So why certify? I do it partly because I love training and learning, and having something to show for it --- Ignore that I waited five years to graduate my B.Sc --- and partly because it makes financial sense. I like to read when I go to bed... It settles me down and clears my mind. However, a $20 novel will only last two or three days. My CCNA INTRO book has taken me over a month to get about half-way into... I think because it's so dry, I can't read more than a few minutes. Either way, good value for $50.

Flicking through Planet Linux Australia as I do when I forget how much time it sucks up... Between the sordid tales of a Power5 lying with a SunFire --- Oh I wish I had a project to throw at them... Where's my multi-threaded Sudoko solver? --- I came across this gem of an idea for a Canberra-wide wireless mesh network. This is something I'd heartily endorse, and help with where I could... I'll have to dig out my old Gungahlin-wireless-mesh plans...

A quick aside: Another Rich Web with PHP talk from Rasmus Lerdorf. The content aside, the template is sweet. The template aside, the content is fascinating.

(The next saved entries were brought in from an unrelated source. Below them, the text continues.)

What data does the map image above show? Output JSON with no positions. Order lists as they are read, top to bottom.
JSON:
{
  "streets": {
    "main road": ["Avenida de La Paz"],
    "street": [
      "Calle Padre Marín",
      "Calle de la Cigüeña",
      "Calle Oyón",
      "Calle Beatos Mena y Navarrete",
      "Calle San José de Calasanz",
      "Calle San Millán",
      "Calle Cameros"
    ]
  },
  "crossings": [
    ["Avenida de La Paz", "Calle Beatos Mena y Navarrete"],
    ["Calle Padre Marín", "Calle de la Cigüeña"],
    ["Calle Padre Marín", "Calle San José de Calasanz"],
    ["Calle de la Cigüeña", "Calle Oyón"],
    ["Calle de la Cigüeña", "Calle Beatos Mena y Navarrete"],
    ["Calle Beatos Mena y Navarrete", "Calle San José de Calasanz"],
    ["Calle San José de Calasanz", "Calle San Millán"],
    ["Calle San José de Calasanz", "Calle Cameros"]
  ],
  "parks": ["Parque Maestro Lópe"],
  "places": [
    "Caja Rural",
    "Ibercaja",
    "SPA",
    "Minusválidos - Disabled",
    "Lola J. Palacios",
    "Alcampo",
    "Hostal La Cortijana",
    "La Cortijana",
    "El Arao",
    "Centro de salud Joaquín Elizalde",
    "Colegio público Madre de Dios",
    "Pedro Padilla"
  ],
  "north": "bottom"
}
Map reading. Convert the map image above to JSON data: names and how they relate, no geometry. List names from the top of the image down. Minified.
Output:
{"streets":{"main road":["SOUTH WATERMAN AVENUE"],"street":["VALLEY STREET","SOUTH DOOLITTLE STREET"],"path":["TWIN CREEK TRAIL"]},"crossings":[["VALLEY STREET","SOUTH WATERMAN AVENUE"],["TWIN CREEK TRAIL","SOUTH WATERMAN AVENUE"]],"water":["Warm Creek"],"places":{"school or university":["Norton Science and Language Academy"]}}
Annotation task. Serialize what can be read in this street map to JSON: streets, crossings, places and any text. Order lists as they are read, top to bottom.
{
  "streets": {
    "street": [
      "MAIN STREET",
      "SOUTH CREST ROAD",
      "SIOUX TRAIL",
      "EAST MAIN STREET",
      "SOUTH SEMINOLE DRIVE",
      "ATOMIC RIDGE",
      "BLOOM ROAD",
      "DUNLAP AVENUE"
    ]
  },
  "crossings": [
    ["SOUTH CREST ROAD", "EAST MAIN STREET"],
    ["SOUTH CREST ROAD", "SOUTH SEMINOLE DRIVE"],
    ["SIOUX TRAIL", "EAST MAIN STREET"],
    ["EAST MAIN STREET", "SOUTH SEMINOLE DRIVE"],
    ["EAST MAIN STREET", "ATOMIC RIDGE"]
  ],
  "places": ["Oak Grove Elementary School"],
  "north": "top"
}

Another quick aside: Digital cameras have their own digital signature. I'm not sure if this is even vaugely practical for any use, but here's the original article's PDF. Someone in the discussion pointed me at a US Government scheme to convince colour laser printer manufacturers to encode printer identification data onto each page. It's a scary world we live in.

Last aside... Two more links: One to make you cry: Even if the author is being facetious, someone somewhere belives this; and one to make you laugh: Every workplace should have a plan on its books for how to deal with Viking Raids.

But what of the bikinis, I hear you ask... Or would, were I narrating this out loud instead of in my head... And you cared about bikinis more than you care about Sun Tzu... OK. This is an IRC story. You've been warned.

On one of the IRC channels I hang out on, discussion turned to bikinis, and one of the channel regulars (Io) mentioned that she doesn't wear bikinis.

Pseudo-aside: This is Io. I knocked up this image that same evening, as it happens. MSPaint's so much easier to use than The Gimp... I did the whole image in the time it took me to give up the other day on finding a "Draw a square" button in The Gimp.

Anyway, it seemed sensible at this poit to consult with my new TzuBBot. TzuBBot being my Art-Of-War-based-advice-bot. Here's the results.


03:00 < TBBle> TzuBBot: Any advice on the best way to get Io out of Brazil and into a bikini?

03:00 < TzuBBot> THE NINE SITUATIONS: 55. Hence he does not strive to ally himself with all and sundry, nor does he foster the power of other states. He carries out his own secret designs, keeping his antagonists in awe. Thus he is able to capture their cities and overthrow their kingdoms.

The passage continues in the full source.